[TASK REQUIREMENTS]
Search the data for the string "buttons" and copy each line where it turns up.

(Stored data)
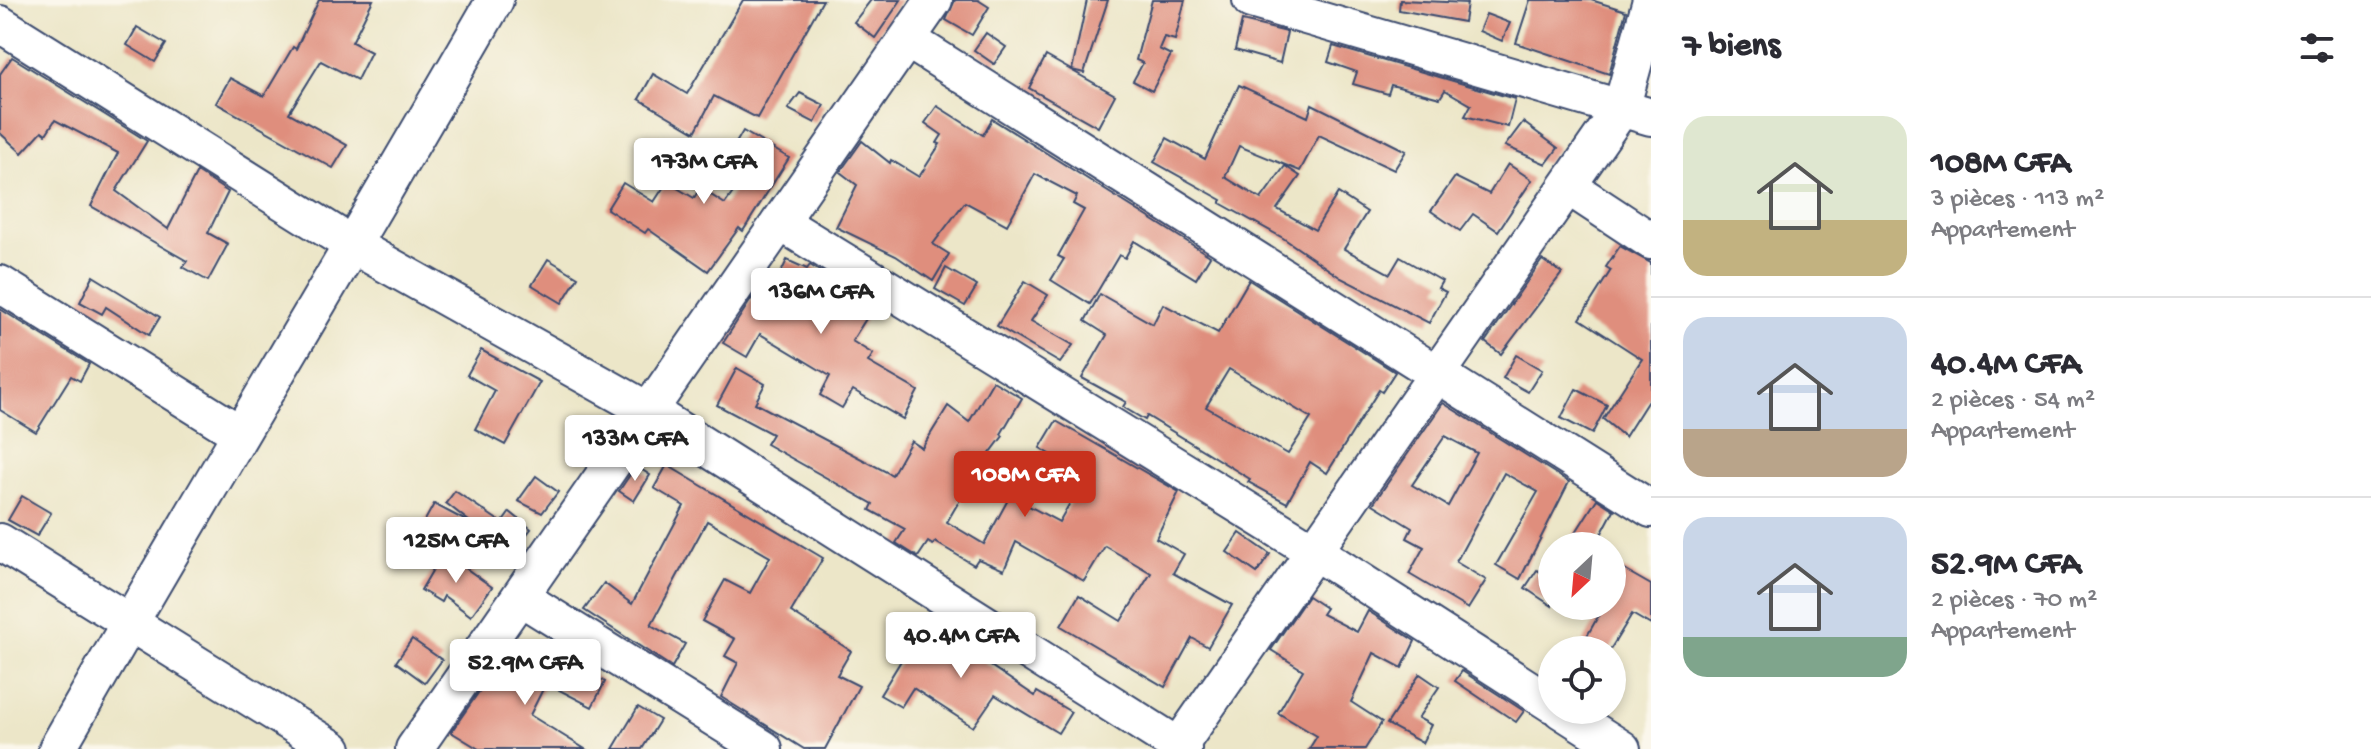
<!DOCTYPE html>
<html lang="fr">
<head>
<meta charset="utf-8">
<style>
  body { margin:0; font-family:"Gochi Hand",sans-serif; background:#f7f7f7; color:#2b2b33; height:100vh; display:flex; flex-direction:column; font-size:30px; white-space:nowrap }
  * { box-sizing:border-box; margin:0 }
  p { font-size:26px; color:#7c7c81 }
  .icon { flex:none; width:44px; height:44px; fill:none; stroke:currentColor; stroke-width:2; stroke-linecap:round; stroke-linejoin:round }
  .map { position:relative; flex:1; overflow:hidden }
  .side { display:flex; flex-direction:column; background:#fff; width:720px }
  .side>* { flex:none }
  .needle { width:52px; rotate:206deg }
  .buttons { position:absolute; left:1538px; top:532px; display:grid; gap:16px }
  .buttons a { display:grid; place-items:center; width:88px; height:88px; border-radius:50%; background:#fff; box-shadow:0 4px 12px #0003; font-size:40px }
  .price { position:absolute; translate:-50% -68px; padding:0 18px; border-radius:8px; background:#fff; color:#222; font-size:26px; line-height:52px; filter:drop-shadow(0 2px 4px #0008) }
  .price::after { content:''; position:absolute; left:50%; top:48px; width:24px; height:18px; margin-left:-12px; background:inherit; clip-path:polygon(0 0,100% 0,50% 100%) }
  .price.on { background:#c8321e; color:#fff }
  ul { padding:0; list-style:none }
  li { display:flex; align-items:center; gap:24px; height:200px; padding:0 32px }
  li+li { border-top:2px solid #e1e1e2 }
  li span { display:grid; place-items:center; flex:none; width:224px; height:160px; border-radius:24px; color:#555 }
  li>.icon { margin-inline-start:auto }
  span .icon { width:96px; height:96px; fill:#fffc; stroke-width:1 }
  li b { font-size:34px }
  h2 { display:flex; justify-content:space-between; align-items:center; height:96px; padding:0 32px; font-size:34px }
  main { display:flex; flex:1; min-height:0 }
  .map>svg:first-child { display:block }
</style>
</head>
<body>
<main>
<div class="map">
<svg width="1651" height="749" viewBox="0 0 1651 749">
  <rect width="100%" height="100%" fill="#fbf7ec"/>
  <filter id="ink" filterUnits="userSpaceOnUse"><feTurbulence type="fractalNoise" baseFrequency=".0125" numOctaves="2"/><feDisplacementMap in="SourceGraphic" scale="16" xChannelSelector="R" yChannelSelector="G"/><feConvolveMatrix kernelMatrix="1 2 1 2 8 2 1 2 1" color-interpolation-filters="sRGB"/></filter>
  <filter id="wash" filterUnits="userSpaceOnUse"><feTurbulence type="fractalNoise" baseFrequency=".006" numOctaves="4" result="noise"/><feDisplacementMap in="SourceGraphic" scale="32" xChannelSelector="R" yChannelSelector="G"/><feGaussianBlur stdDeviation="1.8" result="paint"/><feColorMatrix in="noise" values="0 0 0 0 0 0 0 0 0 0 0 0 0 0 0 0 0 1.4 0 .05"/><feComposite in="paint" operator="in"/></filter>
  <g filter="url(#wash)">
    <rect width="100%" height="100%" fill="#ece6c8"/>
    <g id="blocks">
      <!-- building -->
      <g fill="#df8e7d" fill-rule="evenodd">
        <path d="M319 0H373L352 42 371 52 357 80 321 61 289 113 347 145 333 168 216 103 230 78 264 96 293 47 296 49Z"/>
        <path d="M743 0H823L757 118 714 96 695 132 639 99 653 74 687 94Z"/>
        <path d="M871 0H901L875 38 854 22Z"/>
        <path d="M955 0H978L989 7 972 35 946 20Z"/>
        <path d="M1087 0H1108L1084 73 1072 70Z"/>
        <path d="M1152 0H1185L1175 40 1164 37 1159 49 1171 55 1152 91 1133 81 1143 63 1136 60Z"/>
        <path d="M1400 0 1467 3 1464 22 1399 10Z"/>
        <path d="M1530 0H1591L1626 11 1609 74 1516 43Z"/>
        <path d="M1486 14 1510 23 1502 41 1479 31Z"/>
        <path d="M1242 21 1287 32 1280 63 1235 50Z"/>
        <path d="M137 27 166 44 155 62 127 45Z"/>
        <path d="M986 33 1006 47 994 64 974 50Z"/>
        <path d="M1333 46 1515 99 1508 127 1465 116 1471 105 1445 90 1440 98 1391 85 1388 94 1353 84 1357 72 1328 62Z"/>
        <path d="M1046 56 1115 95 1098 127 1029 88Z"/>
        <path d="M12 57 147 141 116 191 168 229 197 172 228 192 208 233 228 244 208 281 183 267 187 261 91 206 118 153 55 120 46 134 42 131 22 153 0 133V74Z"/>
        <path d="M1239 85 1308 117 1312 104 1406 151 1394 170 1319 135 1300 171 1239 146 1225 177 1261 199 1285 166 1300 176 1277 209 1315 230 1338 193 1367 212 1344 249 1390 274 1400 257 1442 281 1438 288 1446 292 1429 323 1341 278 1283 238 1220 203 1222 200 1154 162 1167 138 1205 159Z"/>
        <path d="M800 93 824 105 815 123 788 109Z"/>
        <path d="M937 106 983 135 992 119 1210 256 1196 279 1134 241 1125 258 1119 255 1090 304 1051 280 1064 259 1058 256 1084 210 1073 204 1077 196 1035 174 1007 225 965 202 933 244 949 254 933 281 896 256 836 227 857 185 840 172 862 141 890 163 891 160 919 177 940 144 937 143 942 135 925 123Z"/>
        <path d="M1523 122 1558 148 1546 164 1505 146Z"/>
        <path d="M743 131 789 158 743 231 739 228 708 271 648 229 645 233 607 209 623 183 654 202 667 182 694 198 700 188 725 204 750 168 729 155Z"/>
        <path d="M1508 164 1532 180 1498 231 1473 214 1460 231 1431 211 1455 177 1489 194Z"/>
        <path d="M1620 246 1651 263V396L1625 437 1603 419 1642 359 1580 319 1611 270 1606 267Z"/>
        <path d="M548 259 578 277 562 303 532 285Z"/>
        <path d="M787 260 807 269 810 265 874 306 852 341 873 354 868 362 918 391 903 419 853 390 842 408 820 395 830 376 760 334 747 357 723 343 752 298 765 306Z"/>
        <path d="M1542 260 1562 273 1501 354 1485 342Z"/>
        <path d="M946 268 977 286 965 306 935 289Z"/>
        <path d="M93 276 160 317 149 335 106 307 102 314 80 302Z"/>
        <path d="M1249 280 1395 372 1382 392 1379 390 1327 473 1310 462 1287 503 1248 482 1250 479 1147 416 1145 420 1123 407 1126 402 1082 378 1107 335 1085 321 1100 294 1153 324 1163 304 1218 333ZM1229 369 1311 418 1288 454 1206 407Z"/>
        <path d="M1025 281 1048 295 1031 321 1073 345 1060 363 997 326Z"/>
        <path d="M0 309 89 364 80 381 71 376 36 432 0 410Z"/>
        <path d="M481 350 540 382 505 445 475 429 495 391 467 375Z"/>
        <path d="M1516 355 1542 370 1528 392 1503 378Z"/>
        <path d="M737 368 765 384 755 403 892 475 911 441 922 448 948 406 969 422 993 381 1022 398 1001 434 1003 436 976 472 947 522 984 544 1010 496 1059 522 1086 475 1040 448 1056 421 1179 492 1156 538 1184 554 1173 573 1232 605 1208 647 1192 638 1165 687 1061 626 1079 595 1121 621 1151 573 1105 546 1084 581 1016 542 1004 570 978 559 974 565 935 542 933 545 928 542 918 557 896 543 905 529 870 510 873 504 766 444 772 434 717 405Z"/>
        <path d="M1576 389 1607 405 1592 434 1561 418Z"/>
        <path d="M1443 403 1569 482 1520 579 1496 565 1538 492 1504 473 1456 562 1486 580 1468 609 1409 574 1424 547 1407 538 1412 528 1373 504ZM1445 436 1477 453 1448 506 1412 485Z"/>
        <path d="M667 465 823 558 791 612 851 651 837 675 859 686 825 749H804L721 697 738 663 725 656 735 639 702 621 725 580 750 593 770 557 707 521 651 625 685 644 672 667 584 610 604 583 632 604 684 506 654 488Z"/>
        <path d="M636 466 650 475 634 501 619 491Z"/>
        <path d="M536 476 558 492 542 513 518 501Z"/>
        <path d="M455 491 502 523 510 512 531 529 511 554 446 503Z"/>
        <path d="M22 496 51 513 37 536 8 520Z"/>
        <path d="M1597 499 1614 510 1595 546H1567Z"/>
        <path d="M434 504 472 524 456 553 418 533Z"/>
        <path d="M1240 533 1270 554 1257 573 1227 552Z"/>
        <path d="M443 552 492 587 471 616 444 596 441 602 421 590Z"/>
        <path d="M1623 569 1651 585V625L1632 614 1610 650H1579L1604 606H1612V587Z"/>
        <path d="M1537 570 1552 579V606L1525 588Z"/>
        <path d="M1308 596 1326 608 1322 614 1357 632 1368 611 1415 641 1402 668 1374 653 1351 702 1382 722 1365 749H1309L1317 736 1278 713 1303 670 1271 650Z"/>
        <path d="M916 615 946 632 945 635 1035 696 1037 692 1071 712 1058 733 995 695 973 727 913 688 901 707 880 695 910 646 901 640Z"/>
        <path d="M412 639 442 660 425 683 396 662Z"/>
        <path d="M542 646 605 682 592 707 546 683 530 715 585 749H479L451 732 492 673 519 688Z"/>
        <path d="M1462 671 1524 711 1516 722 1455 681Z"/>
        <path d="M1420 674 1439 687 1418 718 1431 725 1422 743 1387 724Z"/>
        <path d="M638 707 660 720 642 749H613Z"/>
      </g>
    </g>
  </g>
  <g filter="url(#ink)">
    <use href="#blocks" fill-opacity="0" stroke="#3a4a6e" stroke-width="2"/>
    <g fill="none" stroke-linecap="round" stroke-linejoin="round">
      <!-- minor casing -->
      <g stroke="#3a4a6e" stroke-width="40">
        <g id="minor">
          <path d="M1251 0 1651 117"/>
          <path d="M0 24 354 246 649 411 1183 749"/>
          <path d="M908 40 1651 509"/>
          <path d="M1569 187 1651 241"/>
          <path d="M780 222 1312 550 1552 704"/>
          <path d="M0 284 239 433"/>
          <path d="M0 542 333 749"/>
          <path d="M520 597 764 749"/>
          <path d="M1561 710 1622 749"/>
          <path d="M57 749C200 498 351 251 495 0"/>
          <path d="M414 749 934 0"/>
          <path d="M1177 749 1621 109 1651 0"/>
        </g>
      </g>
      <!-- minor -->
      <use href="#minor" stroke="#fff" stroke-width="36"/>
    </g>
  </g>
</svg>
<div class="buttons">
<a><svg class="needle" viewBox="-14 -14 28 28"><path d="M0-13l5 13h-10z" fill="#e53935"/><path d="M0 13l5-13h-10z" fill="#7c7c81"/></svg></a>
<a><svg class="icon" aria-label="locate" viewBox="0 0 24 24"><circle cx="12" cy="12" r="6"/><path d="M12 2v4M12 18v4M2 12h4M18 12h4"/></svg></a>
</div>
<b class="price" style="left:704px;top:206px">173M CFA</b>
<b class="price" style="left:821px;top:336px">136M CFA</b>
<b class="price" style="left:635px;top:483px">133M CFA</b>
<b class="price on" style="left:1025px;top:519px">108M CFA</b>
<b class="price" style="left:456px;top:585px">125M CFA</b>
<b class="price" style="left:961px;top:680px">40.4M CFA</b>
<b class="price" style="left:525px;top:707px">52.9M CFA</b>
</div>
<section class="side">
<h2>7 biens<svg class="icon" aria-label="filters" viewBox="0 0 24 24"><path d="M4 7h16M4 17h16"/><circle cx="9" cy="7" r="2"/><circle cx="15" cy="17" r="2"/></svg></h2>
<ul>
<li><span style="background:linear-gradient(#dfe7d0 65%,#c2b280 0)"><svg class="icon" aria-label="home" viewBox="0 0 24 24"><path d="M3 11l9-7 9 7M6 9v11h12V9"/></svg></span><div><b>108M CFA</b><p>3 pièces · 113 m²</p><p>Appartement</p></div></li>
<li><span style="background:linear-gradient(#c9d6e8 70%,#b9a48a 0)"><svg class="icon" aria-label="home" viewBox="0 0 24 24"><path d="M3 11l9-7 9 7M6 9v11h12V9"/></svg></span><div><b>40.4M CFA</b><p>2 pièces · 54 m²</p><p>Appartement</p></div></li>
<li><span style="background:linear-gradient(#c9d6e8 75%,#7fa58c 0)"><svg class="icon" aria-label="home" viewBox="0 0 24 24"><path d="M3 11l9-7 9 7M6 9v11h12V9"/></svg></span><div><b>52.9M CFA</b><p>2 pièces · 70 m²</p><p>Appartement</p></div></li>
</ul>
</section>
</main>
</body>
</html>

[YOUR RESPONSE]
  .buttons { position:absolute; left:1538px; top:532px; display:grid; gap:16px }
  .buttons a { display:grid; place-items:center; width:88px; height:88px; border-radius:50%; background:#fff; box-shadow:0 4px 12px #0003; font-size:40px }
<div class="buttons">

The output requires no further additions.